Problem to solve - Your answer should be the line that contains "I am building a map index. Convert" and each line after it, restated word for word through the final line of the entries.
——
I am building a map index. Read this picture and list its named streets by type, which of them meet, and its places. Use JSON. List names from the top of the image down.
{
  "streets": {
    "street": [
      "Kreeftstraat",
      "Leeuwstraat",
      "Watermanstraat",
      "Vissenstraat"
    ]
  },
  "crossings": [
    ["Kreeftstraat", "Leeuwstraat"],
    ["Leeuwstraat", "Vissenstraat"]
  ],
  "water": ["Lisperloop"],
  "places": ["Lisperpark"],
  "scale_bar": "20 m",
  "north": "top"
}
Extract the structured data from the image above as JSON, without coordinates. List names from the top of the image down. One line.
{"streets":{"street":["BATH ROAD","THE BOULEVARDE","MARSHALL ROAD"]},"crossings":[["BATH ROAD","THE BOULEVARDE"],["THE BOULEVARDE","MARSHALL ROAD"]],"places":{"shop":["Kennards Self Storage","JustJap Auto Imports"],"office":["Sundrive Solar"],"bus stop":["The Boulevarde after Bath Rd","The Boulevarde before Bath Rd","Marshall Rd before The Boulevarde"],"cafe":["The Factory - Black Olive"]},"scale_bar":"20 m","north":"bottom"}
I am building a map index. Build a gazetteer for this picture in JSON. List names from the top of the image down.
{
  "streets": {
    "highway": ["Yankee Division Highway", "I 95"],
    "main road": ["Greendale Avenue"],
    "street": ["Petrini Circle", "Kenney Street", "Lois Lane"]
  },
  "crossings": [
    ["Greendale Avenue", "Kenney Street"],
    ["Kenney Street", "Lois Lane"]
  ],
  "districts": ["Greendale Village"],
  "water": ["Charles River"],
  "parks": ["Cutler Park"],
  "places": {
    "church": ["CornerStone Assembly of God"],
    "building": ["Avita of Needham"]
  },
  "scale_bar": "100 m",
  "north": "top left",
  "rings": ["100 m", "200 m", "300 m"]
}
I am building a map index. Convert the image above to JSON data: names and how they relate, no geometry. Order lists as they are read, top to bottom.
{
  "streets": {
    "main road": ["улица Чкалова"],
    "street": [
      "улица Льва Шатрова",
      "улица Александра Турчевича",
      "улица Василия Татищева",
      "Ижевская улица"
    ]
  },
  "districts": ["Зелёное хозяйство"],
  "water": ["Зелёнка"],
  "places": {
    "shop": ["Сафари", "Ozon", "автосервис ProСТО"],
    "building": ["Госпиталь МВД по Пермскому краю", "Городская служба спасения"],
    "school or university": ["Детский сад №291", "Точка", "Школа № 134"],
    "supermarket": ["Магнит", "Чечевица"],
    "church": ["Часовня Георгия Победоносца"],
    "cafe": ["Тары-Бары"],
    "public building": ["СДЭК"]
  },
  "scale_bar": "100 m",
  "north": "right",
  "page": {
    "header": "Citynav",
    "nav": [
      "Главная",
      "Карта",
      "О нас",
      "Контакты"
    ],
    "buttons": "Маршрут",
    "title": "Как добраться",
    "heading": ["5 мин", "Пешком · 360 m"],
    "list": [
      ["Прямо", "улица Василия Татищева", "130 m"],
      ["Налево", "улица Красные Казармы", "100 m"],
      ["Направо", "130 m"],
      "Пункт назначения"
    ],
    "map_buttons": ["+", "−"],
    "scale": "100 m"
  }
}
——
Output for this exercise -
I am building a map index. Convert the image above to JSON data: names and how they relate, no geometry. Order lists as they are read, top to bottom.
{
  "streets": {
    "main road": ["улица Чкалова"],
    "street": [
      "улица Льва Шатрова",
      "улица Александра Турчевича",
      "улица Василия Татищева",
      "Ижевская улица"
    ]
  },
  "districts": ["Зелёное хозяйство"],
  "water": ["Зелёнка"],
  "places": {
    "shop": ["Сафари", "Ozon", "автосервис ProСТО"],
    "building": ["Госпиталь МВД по Пермскому краю", "Городская служба спасения"],
    "school or university": ["Детский сад №291", "Точка", "Школа № 134"],
    "supermarket": ["Магнит", "Чечевица"],
    "church": ["Часовня Георгия Победоносца"],
    "cafe": ["Тары-Бары"],
    "public building": ["СДЭК"]
  },
  "scale_bar": "100 m",
  "north": "right",
  "page": {
    "header": "Citynav",
    "nav": [
      "Главная",
      "Карта",
      "О нас",
      "Контакты"
    ],
    "buttons": "Маршрут",
    "title": "Как добраться",
    "heading": ["5 мин", "Пешком · 360 m"],
    "list": [
      ["Прямо", "улица Василия Татищева", "130 m"],
      ["Налево", "улица Красные Казармы", "100 m"],
      ["Направо", "130 m"],
      "Пункт назначения"
    ],
    "map_buttons": ["+", "−"],
    "scale": "100 m"
  }
}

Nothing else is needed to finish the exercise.